**Assignment**.
Only the lines from the start of the data through the line with "position:relative; width:1183px; height:2344px;" belong in the copy. Restate them word for word, minus the pictures.
╭─ Data section
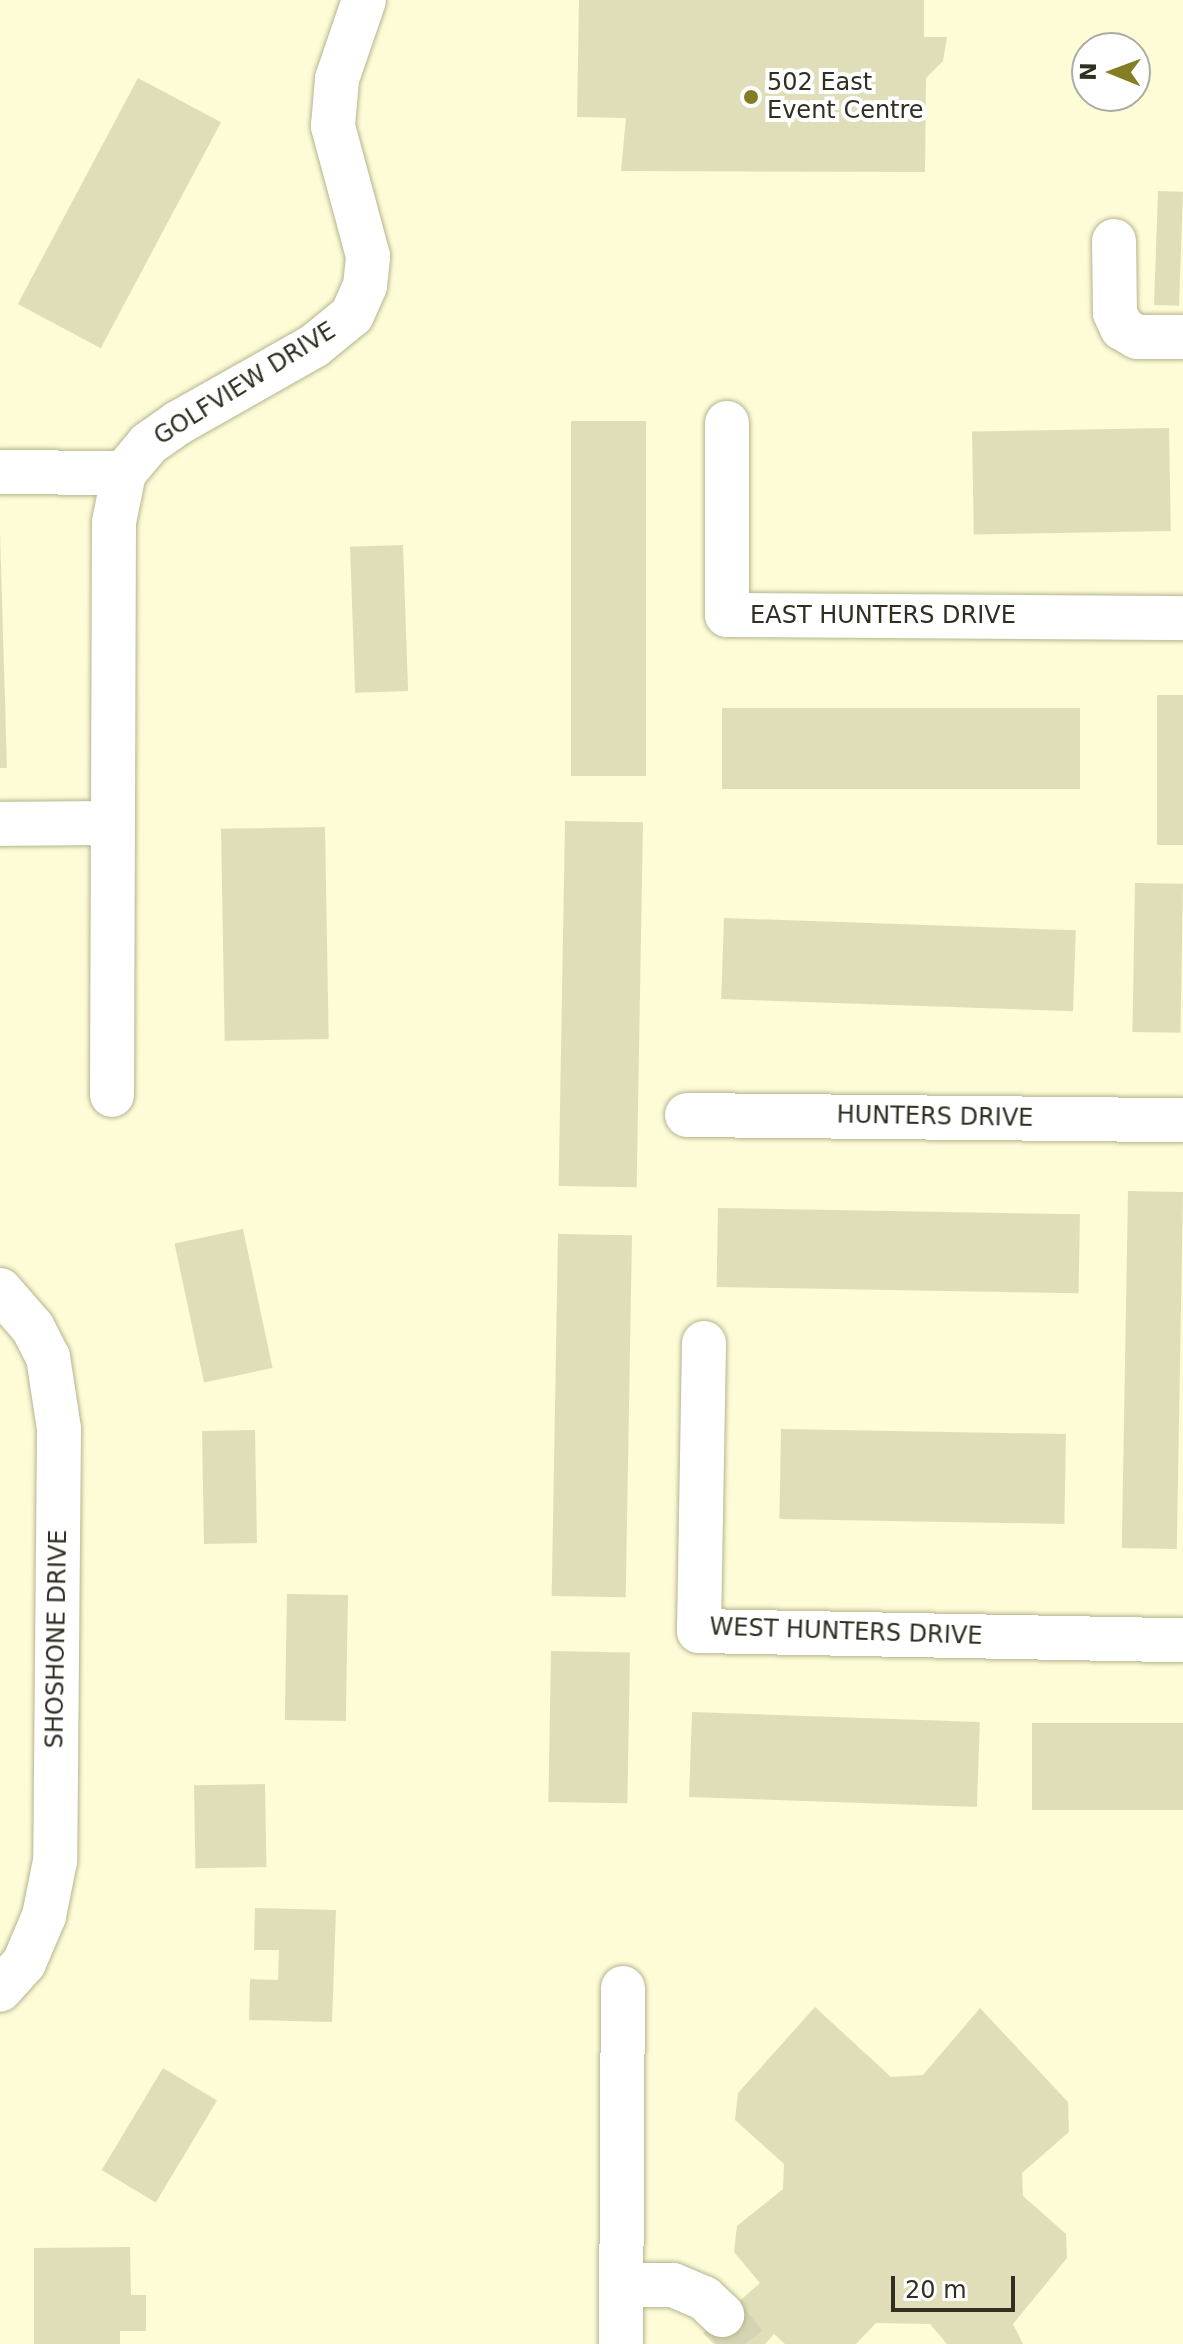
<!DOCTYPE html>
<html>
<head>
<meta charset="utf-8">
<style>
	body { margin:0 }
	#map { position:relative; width:1183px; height:2344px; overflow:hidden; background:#fdfcd6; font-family:"DejaVu Sans",sans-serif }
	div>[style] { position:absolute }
	.building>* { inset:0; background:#dfdeb9; transform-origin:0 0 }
	.minor-tunnel>* { height:44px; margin-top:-22px; transform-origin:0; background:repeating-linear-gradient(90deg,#d4d3b2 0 44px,transparent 0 66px) }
	.roads { filter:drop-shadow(0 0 2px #b5b490) drop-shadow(0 0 2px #b5b490) }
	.minor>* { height:44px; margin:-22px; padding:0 22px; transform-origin:22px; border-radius:22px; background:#fff }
	.dots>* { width:22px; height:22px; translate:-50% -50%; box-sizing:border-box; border:4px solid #fff; border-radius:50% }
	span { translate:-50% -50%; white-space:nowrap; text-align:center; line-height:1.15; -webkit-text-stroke:8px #fff; paint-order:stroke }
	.poi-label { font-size:24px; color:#302f21 }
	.left { translate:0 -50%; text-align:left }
	.street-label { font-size:24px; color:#302f21 }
	.north { position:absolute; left:1071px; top:32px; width:80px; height:80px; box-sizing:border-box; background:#fff; border:2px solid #acaca6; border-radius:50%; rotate:271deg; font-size:22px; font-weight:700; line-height:32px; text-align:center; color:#302f21 }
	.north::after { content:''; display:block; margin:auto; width:28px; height:36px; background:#837d23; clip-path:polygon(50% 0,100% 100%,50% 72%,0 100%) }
	.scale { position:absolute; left:891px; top:2276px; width:124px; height:36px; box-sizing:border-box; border:4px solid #302f21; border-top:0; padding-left:10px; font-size:24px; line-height:28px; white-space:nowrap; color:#302f21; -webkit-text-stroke:6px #fff; paint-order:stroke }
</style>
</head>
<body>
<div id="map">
	<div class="building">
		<div style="clip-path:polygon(579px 0,924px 0,924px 37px,947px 37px,943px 61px,926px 78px,925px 172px,621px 171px,626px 118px,577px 117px)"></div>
		<div style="left:138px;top:78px;width:94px;height:256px;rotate:28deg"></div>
		<div style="left:1158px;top:191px;width:25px;height:114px;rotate:2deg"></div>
		<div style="left:571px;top:421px;width:75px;height:355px"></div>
		<div style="left:1169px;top:428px;width:103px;height:197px;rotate:89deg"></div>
		<div style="clip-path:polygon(0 533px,7px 768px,0 768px)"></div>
		<div style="left:403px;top:545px;width:146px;height:53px;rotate:88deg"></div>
		<div style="left:1183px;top:695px;width:150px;height:26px;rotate:90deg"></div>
		<div style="left:722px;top:708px;width:358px;height:81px"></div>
		<div style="left:565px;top:821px;width:78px;height:365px;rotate:1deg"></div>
		<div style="left:325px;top:827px;width:212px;height:104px;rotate:89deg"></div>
		<div style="left:1135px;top:883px;width:48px;height:149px;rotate:1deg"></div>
		<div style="left:724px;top:918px;width:352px;height:81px;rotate:2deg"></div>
		<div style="left:1128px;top:1191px;width:55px;height:357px;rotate:1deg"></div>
		<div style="left:718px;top:1208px;width:362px;height:79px;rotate:1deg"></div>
		<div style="left:243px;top:1229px;width:142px;height:70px;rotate:78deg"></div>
		<div style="left:558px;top:1234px;width:74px;height:362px;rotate:1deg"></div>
		<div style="left:781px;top:1429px;width:285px;height:90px;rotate:1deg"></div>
		<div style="left:255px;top:1430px;width:113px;height:53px;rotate:89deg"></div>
		<div style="left:287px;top:1594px;width:61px;height:126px;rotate:1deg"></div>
		<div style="left:551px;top:1651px;width:79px;height:151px;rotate:1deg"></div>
		<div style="left:692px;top:1712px;width:288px;height:85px;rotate:2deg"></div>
		<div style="left:1032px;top:1723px;width:151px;height:87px"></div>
		<div style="left:265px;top:1784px;width:83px;height:71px;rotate:89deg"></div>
		<div style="clip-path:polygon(255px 1908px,336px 1910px,332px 2022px,249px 2020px,250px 1979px,278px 1980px,279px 1950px,254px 1950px)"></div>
		<div style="clip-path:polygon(815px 2007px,891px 2077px,923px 2075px,980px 2008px,1068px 2102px,1069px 2132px,1022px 2173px,1023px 2196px,1066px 2234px,1067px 2258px,1013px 2324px,1023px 2344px,947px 2344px,930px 2324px,876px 2323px,856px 2344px,785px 2344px,774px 2334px,765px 2344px,714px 2344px,703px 2333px,760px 2283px,734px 2252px,737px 2226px,783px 2189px,784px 2164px,735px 2120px,738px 2093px)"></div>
		<div style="left:163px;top:2068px;width:63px;height:119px;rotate:31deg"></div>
		<div style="clip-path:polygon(130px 2247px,131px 2295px,146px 2295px,146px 2331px,120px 2331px,120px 2344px,34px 2344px,34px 2248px)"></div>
	</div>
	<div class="minor-tunnel">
		<div style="left:722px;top:2315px;width:37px;rotate:52deg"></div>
	</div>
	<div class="roads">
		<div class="minor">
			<div style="left:1114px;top:241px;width:72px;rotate:89.2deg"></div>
			<div style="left:1115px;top:313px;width:17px;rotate:65deg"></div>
			<div style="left:1122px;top:328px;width:17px;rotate:31deg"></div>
			<div style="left:1137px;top:337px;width:46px"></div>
			<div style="left:727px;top:423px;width:192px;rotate:90deg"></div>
			<div style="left:727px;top:615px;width:456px;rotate:0.4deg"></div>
			<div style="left:0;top:472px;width:124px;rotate:0.5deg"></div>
			<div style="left:0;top:824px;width:113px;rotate:-0.5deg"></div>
			<div style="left:112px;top:1095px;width:573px;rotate:-89.8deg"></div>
			<div style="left:114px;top:522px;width:50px;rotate:-78.5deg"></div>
			<div style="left:124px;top:473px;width:38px;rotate:-50deg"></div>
			<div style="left:148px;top:444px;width:37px;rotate:-35deg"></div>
			<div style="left:178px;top:423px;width:156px;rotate:-29.5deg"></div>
			<div style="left:314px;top:346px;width:49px;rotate:-39.2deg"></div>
			<div style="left:352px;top:315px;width:32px;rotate:-66deg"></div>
			<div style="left:365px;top:286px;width:30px;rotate:-84deg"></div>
			<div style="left:368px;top:256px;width:135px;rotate:-105.1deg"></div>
			<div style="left:333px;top:126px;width:47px;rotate:-85.1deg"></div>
			<div style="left:337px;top:79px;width:83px;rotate:-71.1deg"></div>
			<div style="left:687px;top:1115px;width:496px;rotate:0.6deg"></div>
			<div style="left:0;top:1290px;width:50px;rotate:49deg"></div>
			<div style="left:33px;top:1328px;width:33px;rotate:63deg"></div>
			<div style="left:48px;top:1357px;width:73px;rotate:81.3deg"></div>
			<div style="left:59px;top:1429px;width:432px;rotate:90.5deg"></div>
			<div style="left:55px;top:1861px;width:56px;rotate:101.3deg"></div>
			<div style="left:44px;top:1916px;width:51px;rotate:113.1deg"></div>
			<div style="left:24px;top:1963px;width:36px;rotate:132deg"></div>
			<div style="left:704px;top:1343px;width:288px;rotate:91deg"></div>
			<div style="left:699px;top:1631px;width:484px;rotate:1.1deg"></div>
			<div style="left:622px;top:2285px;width:51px"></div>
			<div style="left:673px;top:2285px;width:34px;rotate:23deg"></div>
			<div style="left:704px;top:2298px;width:25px;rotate:43deg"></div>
			<div style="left:621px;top:2344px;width:356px;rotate:-89.7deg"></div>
		</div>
	</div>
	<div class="dots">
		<div style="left:751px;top:97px;background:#837d23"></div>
	</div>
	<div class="poi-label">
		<span class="left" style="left:767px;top:97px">502 East<br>Event Centre</span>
	</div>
	<div class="street-label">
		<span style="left:245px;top:384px;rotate:-32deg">GOLFVIEW DRIVE</span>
		<span style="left:883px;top:616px">EAST HUNTERS DRIVE</span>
		<span style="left:935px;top:1117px;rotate:1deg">HUNTERS DRIVE</span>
		<span style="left:846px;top:1632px;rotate:2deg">WEST HUNTERS DRIVE</span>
		<span style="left:57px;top:1639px;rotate:-89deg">SHOSHONE DRIVE</span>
	</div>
	<div class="north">N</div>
	<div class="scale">20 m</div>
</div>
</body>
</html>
╰─
**Your response**.
<!DOCTYPE html>
<html>
<head>
<meta charset="utf-8">
<style>
	body { margin:0 }
	#map { position:relative; width:1183px; height:2344px; overflow:hidden; background:#fdfcd6; font-family:"DejaVu Sans",sans-serif }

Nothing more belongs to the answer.